▶ [Problem statement]
The output should match the data below line for line.
Data to process section start
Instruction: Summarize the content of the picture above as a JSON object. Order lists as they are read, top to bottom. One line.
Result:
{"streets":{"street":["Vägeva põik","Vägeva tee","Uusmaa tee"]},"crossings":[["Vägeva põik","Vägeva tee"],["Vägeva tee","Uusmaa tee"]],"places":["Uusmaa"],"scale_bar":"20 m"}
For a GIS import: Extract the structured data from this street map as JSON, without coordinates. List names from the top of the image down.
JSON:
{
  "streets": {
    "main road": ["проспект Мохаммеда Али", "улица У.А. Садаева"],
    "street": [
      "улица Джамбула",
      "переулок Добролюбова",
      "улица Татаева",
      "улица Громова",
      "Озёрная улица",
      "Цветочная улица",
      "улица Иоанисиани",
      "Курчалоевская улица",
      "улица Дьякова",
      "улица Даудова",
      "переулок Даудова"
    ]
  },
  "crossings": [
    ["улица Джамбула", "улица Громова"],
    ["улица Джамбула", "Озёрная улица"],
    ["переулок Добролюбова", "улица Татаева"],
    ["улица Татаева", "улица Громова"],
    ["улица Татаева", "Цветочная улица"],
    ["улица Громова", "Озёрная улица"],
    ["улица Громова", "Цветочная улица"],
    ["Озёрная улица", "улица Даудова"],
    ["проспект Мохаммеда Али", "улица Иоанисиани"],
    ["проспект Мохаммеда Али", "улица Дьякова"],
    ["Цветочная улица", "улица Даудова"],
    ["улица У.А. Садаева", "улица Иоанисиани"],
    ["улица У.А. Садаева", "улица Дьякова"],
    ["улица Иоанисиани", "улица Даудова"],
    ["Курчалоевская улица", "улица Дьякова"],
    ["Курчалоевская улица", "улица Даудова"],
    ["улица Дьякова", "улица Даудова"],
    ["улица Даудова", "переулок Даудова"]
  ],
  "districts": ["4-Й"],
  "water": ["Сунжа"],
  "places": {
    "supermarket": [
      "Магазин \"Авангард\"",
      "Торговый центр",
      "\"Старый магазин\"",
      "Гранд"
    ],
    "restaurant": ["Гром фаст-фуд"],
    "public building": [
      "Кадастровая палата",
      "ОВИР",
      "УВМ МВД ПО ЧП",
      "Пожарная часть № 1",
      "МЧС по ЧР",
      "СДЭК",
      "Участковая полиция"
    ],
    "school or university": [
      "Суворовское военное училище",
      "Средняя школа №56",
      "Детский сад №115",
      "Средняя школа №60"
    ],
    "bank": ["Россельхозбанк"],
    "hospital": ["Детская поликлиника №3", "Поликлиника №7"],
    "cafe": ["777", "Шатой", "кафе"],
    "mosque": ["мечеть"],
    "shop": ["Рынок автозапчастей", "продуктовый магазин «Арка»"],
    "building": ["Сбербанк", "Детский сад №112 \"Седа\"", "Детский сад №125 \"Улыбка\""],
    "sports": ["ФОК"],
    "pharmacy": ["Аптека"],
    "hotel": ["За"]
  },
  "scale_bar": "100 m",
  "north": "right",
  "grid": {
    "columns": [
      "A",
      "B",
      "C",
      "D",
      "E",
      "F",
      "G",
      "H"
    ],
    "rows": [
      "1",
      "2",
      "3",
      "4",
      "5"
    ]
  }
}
Data to process section end
▶ [Response below]
Instruction: Summarize the content of the picture above as a JSON object. Order lists as they are read, top to bottom. One line.
Result:
{"streets":{"street":["Vägeva põik","Vägeva tee","Uusmaa tee"]},"crossings":[["Vägeva põik","Vägeva tee"],["Vägeva tee","Uusmaa tee"]],"places":["Uusmaa"],"scale_bar":"20 m"}
For a GIS import: Extract the structured data from this street map as JSON, without coordinates. List names from the top of the image down.
JSON:
{
  "streets": {
    "main road": ["проспект Мохаммеда Али", "улица У.А. Садаева"],
    "street": [
      "улица Джамбула",
      "переулок Добролюбова",
      "улица Татаева",
      "улица Громова",
      "Озёрная улица",
      "Цветочная улица",
      "улица Иоанисиани",
      "Курчалоевская улица",
      "улица Дьякова",
      "улица Даудова",
      "переулок Даудова"
    ]
  },
  "crossings": [
    ["улица Джамбула", "улица Громова"],
    ["улица Джамбула", "Озёрная улица"],
    ["переулок Добролюбова", "улица Татаева"],
    ["улица Татаева", "улица Громова"],
    ["улица Татаева", "Цветочная улица"],
    ["улица Громова", "Озёрная улица"],
    ["улица Громова", "Цветочная улица"],
    ["Озёрная улица", "улица Даудова"],
    ["проспект Мохаммеда Али", "улица Иоанисиани"],
    ["проспект Мохаммеда Али", "улица Дьякова"],
    ["Цветочная улица", "улица Даудова"],
    ["улица У.А. Садаева", "улица Иоанисиани"],
    ["улица У.А. Садаева", "улица Дьякова"],
    ["улица Иоанисиани", "улица Даудова"],
    ["Курчалоевская улица", "улица Дьякова"],
    ["Курчалоевская улица", "улица Даудова"],
    ["улица Дьякова", "улица Даудова"],
    ["улица Даудова", "переулок Даудова"]
  ],
  "districts": ["4-Й"],
  "water": ["Сунжа"],
  "places": {
    "supermarket": [
      "Магазин \"Авангард\"",
      "Торговый центр",
      "\"Старый магазин\"",
      "Гранд"
    ],
    "restaurant": ["Гром фаст-фуд"],
    "public building": [
      "Кадастровая палата",
      "ОВИР",
      "УВМ МВД ПО ЧП",
      "Пожарная часть № 1",
      "МЧС по ЧР",
      "СДЭК",
      "Участковая полиция"
    ],
    "school or university": [
      "Суворовское военное училище",
      "Средняя школа №56",
      "Детский сад №115",
      "Средняя школа №60"
    ],
    "bank": ["Россельхозбанк"],
    "hospital": ["Детская поликлиника №3", "Поликлиника №7"],
    "cafe": ["777", "Шатой", "кафе"],
    "mosque": ["мечеть"],
    "shop": ["Рынок автозапчастей", "продуктовый магазин «Арка»"],
    "building": ["Сбербанк", "Детский сад №112 \"Седа\"", "Детский сад №125 \"Улыбка\""],
    "sports": ["ФОК"],
    "pharmacy": ["Аптека"],
    "hotel": ["За"]
  },
  "scale_bar": "100 m",
  "north": "right",
  "grid": {
    "columns": [
      "A",
      "B",
      "C",
      "D",
      "E",
      "F",
      "G",
      "H"
    ],
    "rows": [
      "1",
      "2",
      "3",
      "4",
      "5"
    ]
  }
}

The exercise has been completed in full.